Мало того: войдя в азарт, мы забыли, что отрицательные формулы еще не являются сами по себе программой. Особенно смешно это вышло у Якулова, который в качестве своего основного тезиса выдвинул «отрицание построения по конусу, как тригонометрической перспективы». Даже Гийом Аполлинер, перепечатавший наш манифест в «Mercure de France»[10], не мог удержаться от иронического замечания по адресу слишком пылкого теоретика.
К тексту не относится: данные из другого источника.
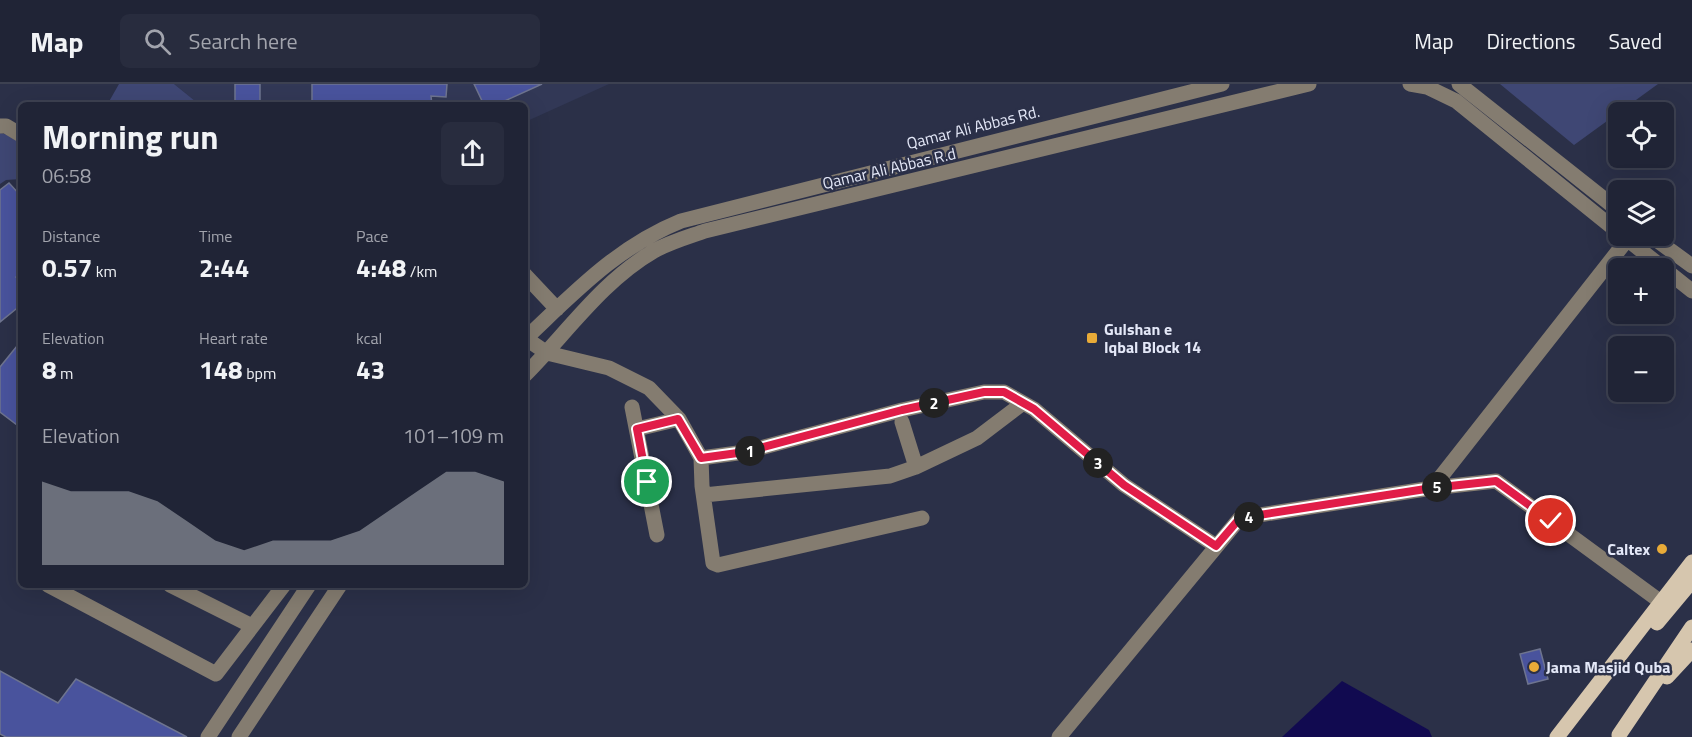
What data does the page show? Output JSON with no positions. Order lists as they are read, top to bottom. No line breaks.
{"streets":{"street":["Qamar Ali Abbas Rd.","Qamar Ali Abbas R.d"]},"places":{"transit":["Gulshan e Iqbal Block 14"],"other":["Caltex","Jama Masjid Quba"]},"page":{"header":"Map","search":"Search here","nav":["Map","Directions","Saved"],"map_buttons":["+","−"],"heading":["Morning run","06:58"],"stats":[["Distance","0.57 km"],["Time","2:44"],["Pace","4:48 /km"],["Elevation","8 m"],["Heart rate","148 bpm"],["kcal","43"]],"pins":["2","1","3","5","4"],"chart":["Elevation","101–109 m"]}}
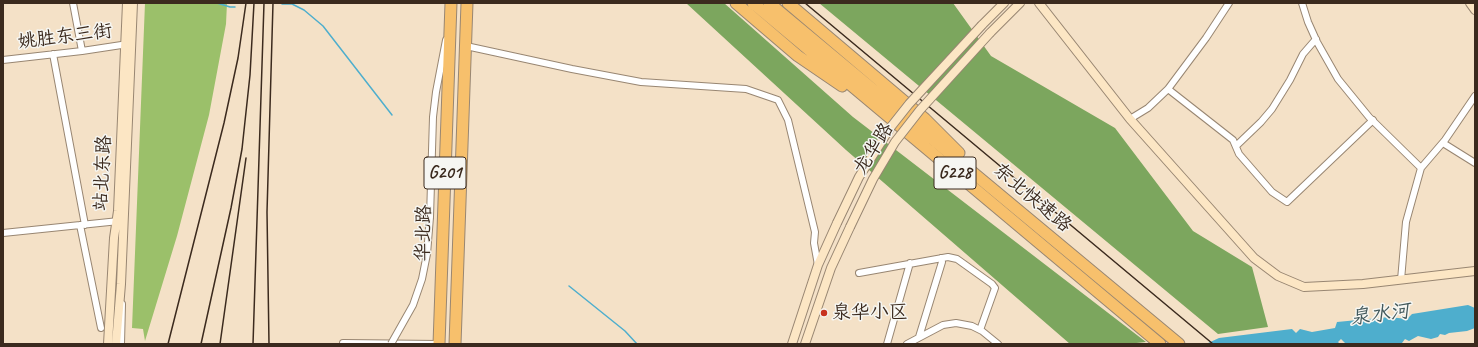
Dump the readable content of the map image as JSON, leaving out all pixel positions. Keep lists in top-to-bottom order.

Декларацию мы выпустили на трех языках: русском, французском и итальянском, так как полагали, что только с Италией и Францией стоит считаться, как с единственными странами авангардного искусства.

К разбору этого документа я еще вернусь в связи с лекцией, прочитанной мною на ту же тему и служившей вместе с тем ответом итальянским футуристам. Ибо блок с Якуловым ни в какой мере не знаменовал моего отхода от «Гилей», участником которой я продолжал оставаться до августа четырнадцатого года. Этот блок свидетельствовал о другом: о процессе внутреннего роста и неизбежной дифференциации в стане будетлян – процессе, явно ускорившемся благодаря приезду в Россию Филиппе Томмазо Маринетти.

Глава седьмая

Мы и Запад

I

В конце января Кульбин, поддерживавший постоянную переписку с заграницей, сообщил мне, что в Россию едет Маринетти. Он посетит Москву, потом Петербург: так уж условлено им с Тастевеном, который в качестве генерального делегата парижского общества «Les Grandes Conferences» устраивал его лекции в обеих столицах.